-- REQUIREMENT --
Once a line is found to contain "controls", copy it out of the listing.

★ ★ ★ ★

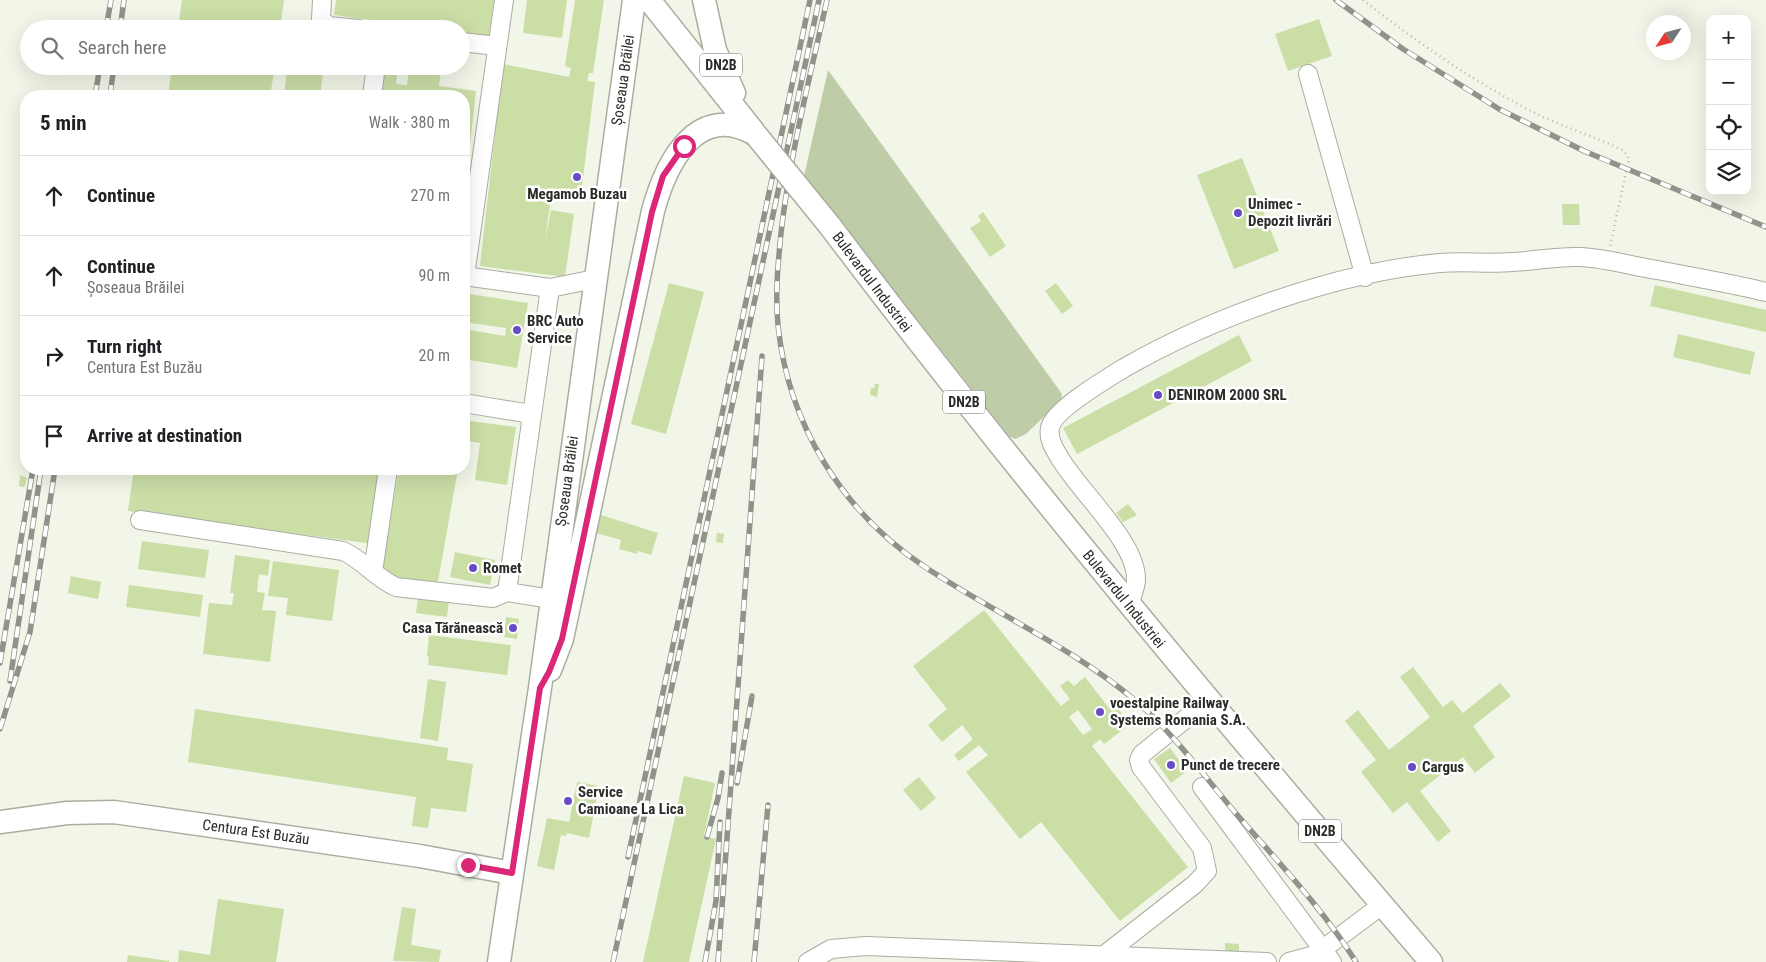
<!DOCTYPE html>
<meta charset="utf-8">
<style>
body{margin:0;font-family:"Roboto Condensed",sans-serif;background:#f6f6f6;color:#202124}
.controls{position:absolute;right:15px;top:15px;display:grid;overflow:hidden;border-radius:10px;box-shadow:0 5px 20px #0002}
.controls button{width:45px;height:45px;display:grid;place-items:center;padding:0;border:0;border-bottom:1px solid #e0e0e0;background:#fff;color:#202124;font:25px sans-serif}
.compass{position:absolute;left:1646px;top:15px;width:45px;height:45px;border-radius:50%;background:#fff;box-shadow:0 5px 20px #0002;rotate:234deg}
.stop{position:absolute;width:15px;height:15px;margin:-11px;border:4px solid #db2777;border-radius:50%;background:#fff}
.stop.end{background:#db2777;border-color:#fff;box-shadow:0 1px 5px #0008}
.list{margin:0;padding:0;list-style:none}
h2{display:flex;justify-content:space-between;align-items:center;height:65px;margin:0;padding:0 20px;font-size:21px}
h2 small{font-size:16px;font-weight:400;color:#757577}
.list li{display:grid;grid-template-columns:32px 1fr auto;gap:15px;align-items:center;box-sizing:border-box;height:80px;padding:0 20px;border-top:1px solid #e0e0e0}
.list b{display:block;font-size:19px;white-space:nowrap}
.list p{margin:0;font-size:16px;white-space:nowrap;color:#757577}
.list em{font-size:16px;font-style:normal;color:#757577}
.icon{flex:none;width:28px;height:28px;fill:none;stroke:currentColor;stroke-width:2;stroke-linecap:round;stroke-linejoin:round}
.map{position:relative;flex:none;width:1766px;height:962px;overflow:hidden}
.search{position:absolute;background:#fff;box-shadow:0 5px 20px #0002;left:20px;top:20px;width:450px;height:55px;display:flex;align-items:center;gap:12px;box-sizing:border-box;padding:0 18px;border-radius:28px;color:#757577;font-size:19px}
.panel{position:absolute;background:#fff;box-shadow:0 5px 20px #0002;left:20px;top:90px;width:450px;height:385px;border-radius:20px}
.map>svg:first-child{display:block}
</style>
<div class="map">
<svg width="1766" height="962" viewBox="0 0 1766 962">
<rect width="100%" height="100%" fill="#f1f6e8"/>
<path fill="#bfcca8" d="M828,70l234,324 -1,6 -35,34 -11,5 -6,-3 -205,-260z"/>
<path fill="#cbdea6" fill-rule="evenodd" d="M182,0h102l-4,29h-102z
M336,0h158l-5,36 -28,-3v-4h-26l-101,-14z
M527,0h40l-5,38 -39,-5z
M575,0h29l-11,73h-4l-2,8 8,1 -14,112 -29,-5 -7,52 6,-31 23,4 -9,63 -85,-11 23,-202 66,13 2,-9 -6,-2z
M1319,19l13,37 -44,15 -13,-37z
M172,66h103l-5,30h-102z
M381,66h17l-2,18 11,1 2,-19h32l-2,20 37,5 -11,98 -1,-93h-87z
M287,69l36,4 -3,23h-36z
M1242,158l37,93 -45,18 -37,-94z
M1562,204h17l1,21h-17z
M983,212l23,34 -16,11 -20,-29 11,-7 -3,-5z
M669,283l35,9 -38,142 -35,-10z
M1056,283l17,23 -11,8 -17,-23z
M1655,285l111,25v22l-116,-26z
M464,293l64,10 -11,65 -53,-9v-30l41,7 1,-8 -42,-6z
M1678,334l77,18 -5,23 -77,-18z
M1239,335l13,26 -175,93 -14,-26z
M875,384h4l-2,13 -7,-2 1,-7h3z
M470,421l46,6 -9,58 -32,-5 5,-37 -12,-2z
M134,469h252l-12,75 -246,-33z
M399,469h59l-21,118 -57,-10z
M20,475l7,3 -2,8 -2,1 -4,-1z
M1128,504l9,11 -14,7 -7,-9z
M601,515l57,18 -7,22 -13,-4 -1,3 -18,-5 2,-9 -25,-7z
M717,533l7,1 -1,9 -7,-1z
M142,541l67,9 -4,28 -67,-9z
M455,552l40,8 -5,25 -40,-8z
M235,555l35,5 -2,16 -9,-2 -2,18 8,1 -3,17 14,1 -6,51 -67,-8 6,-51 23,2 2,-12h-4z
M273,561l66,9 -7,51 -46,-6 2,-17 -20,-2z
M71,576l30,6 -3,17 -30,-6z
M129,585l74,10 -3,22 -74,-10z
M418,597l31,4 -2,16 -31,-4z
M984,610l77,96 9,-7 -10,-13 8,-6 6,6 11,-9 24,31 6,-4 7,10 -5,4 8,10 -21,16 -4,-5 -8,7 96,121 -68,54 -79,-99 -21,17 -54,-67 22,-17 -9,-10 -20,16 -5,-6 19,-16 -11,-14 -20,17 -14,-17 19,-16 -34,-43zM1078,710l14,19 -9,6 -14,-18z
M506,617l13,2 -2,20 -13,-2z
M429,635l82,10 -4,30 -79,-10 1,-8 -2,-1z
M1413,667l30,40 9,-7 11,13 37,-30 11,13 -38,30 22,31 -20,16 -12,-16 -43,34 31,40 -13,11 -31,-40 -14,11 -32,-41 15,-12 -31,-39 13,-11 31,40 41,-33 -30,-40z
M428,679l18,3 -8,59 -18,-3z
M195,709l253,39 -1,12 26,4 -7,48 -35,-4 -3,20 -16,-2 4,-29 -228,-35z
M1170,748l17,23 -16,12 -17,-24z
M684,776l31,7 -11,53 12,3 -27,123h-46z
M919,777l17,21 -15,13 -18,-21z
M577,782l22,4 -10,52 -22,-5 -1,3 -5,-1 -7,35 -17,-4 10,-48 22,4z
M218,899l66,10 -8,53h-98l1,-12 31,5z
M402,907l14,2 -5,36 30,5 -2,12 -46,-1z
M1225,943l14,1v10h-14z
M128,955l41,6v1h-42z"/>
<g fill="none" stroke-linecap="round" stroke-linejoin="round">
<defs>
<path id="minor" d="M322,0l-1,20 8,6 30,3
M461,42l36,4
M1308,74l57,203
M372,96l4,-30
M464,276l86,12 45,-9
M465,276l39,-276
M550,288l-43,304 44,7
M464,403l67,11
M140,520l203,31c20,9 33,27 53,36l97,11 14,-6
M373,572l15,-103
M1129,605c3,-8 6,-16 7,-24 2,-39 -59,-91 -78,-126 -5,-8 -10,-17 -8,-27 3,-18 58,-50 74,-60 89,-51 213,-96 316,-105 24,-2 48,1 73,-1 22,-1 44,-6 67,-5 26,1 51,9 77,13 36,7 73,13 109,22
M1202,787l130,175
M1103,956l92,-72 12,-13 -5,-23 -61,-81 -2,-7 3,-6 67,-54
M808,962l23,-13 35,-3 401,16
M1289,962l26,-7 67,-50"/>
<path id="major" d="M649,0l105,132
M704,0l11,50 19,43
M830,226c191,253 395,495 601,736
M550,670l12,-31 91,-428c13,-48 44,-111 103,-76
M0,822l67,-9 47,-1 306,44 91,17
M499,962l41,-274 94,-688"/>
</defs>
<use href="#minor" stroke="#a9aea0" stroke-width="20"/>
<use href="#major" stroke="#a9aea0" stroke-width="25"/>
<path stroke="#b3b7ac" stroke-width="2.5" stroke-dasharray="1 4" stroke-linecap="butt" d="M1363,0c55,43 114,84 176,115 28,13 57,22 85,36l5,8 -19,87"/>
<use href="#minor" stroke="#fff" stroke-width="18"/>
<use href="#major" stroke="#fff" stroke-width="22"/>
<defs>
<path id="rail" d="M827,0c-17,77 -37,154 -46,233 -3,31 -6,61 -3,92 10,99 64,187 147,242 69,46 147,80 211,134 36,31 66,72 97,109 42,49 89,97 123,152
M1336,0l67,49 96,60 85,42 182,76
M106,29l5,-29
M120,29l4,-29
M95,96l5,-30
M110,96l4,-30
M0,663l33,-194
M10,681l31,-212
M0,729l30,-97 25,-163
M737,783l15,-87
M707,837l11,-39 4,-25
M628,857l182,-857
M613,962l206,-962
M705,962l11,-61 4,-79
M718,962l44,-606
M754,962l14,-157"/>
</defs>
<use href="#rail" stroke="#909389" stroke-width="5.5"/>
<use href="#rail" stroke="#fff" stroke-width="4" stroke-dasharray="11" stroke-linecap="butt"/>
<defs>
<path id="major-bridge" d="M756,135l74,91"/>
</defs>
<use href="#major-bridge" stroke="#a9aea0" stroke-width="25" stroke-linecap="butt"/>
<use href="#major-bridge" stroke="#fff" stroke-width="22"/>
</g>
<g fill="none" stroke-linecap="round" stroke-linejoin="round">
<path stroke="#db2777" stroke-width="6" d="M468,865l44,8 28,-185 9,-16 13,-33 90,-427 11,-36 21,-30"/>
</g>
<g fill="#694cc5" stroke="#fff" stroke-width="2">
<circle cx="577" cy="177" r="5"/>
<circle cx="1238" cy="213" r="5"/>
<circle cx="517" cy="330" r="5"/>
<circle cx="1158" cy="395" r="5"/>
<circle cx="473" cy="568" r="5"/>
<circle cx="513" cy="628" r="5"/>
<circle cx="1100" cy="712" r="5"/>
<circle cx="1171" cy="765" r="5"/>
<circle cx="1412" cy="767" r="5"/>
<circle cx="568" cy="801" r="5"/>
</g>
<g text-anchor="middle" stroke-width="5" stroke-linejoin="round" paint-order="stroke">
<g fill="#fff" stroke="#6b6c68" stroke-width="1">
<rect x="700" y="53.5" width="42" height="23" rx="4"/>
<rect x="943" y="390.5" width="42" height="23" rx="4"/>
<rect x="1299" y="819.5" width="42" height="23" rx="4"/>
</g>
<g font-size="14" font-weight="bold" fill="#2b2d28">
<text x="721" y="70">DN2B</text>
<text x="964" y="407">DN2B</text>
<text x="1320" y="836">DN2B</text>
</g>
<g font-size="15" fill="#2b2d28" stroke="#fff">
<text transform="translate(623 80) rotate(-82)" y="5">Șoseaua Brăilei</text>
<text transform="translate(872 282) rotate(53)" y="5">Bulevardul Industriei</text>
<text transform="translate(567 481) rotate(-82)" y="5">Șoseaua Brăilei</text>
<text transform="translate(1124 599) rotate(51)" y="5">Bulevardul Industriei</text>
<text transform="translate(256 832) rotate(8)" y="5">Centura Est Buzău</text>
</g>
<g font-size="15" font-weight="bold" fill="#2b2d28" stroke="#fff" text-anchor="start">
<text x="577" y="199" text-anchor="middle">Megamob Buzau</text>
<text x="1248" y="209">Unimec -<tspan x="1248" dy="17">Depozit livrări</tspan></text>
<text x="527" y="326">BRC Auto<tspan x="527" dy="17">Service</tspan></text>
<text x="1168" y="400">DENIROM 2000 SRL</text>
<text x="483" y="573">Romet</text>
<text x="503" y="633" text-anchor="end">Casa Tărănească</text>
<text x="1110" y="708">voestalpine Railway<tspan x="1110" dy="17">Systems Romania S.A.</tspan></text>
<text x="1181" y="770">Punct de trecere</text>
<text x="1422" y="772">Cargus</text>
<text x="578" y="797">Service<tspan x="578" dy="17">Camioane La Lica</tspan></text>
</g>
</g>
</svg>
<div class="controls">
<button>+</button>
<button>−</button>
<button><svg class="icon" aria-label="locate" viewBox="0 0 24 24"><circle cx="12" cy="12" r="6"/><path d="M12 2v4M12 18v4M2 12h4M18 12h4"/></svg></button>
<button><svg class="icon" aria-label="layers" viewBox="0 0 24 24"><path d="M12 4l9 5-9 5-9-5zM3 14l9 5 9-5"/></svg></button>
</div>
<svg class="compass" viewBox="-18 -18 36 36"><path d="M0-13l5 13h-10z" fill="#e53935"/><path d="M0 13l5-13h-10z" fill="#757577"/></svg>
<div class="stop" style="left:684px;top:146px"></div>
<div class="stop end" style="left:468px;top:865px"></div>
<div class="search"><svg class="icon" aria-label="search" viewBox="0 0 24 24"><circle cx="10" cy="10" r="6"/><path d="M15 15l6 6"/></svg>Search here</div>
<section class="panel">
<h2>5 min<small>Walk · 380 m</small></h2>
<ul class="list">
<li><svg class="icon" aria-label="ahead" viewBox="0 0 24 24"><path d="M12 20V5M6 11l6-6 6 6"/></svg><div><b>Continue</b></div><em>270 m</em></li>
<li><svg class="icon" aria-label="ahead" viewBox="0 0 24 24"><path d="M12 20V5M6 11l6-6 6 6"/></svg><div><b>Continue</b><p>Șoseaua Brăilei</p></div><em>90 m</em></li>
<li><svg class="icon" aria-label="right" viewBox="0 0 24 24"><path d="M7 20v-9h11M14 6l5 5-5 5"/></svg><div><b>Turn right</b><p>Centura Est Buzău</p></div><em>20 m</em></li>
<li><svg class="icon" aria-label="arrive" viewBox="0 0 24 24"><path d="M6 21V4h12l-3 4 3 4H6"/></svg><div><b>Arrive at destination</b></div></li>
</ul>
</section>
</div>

★ ★ ★ ★

-- RESULT OF THE EXERCISE --
.controls{position:absolute;right:15px;top:15px;display:grid;overflow:hidden;border-radius:10px;box-shadow:0 5px 20px #0002}
.controls button{width:45px;height:45px;display:grid;place-items:center;padding:0;border:0;border-bottom:1px solid #e0e0e0;background:#fff;color:#202124;font:25px sans-serif}
<div class="controls">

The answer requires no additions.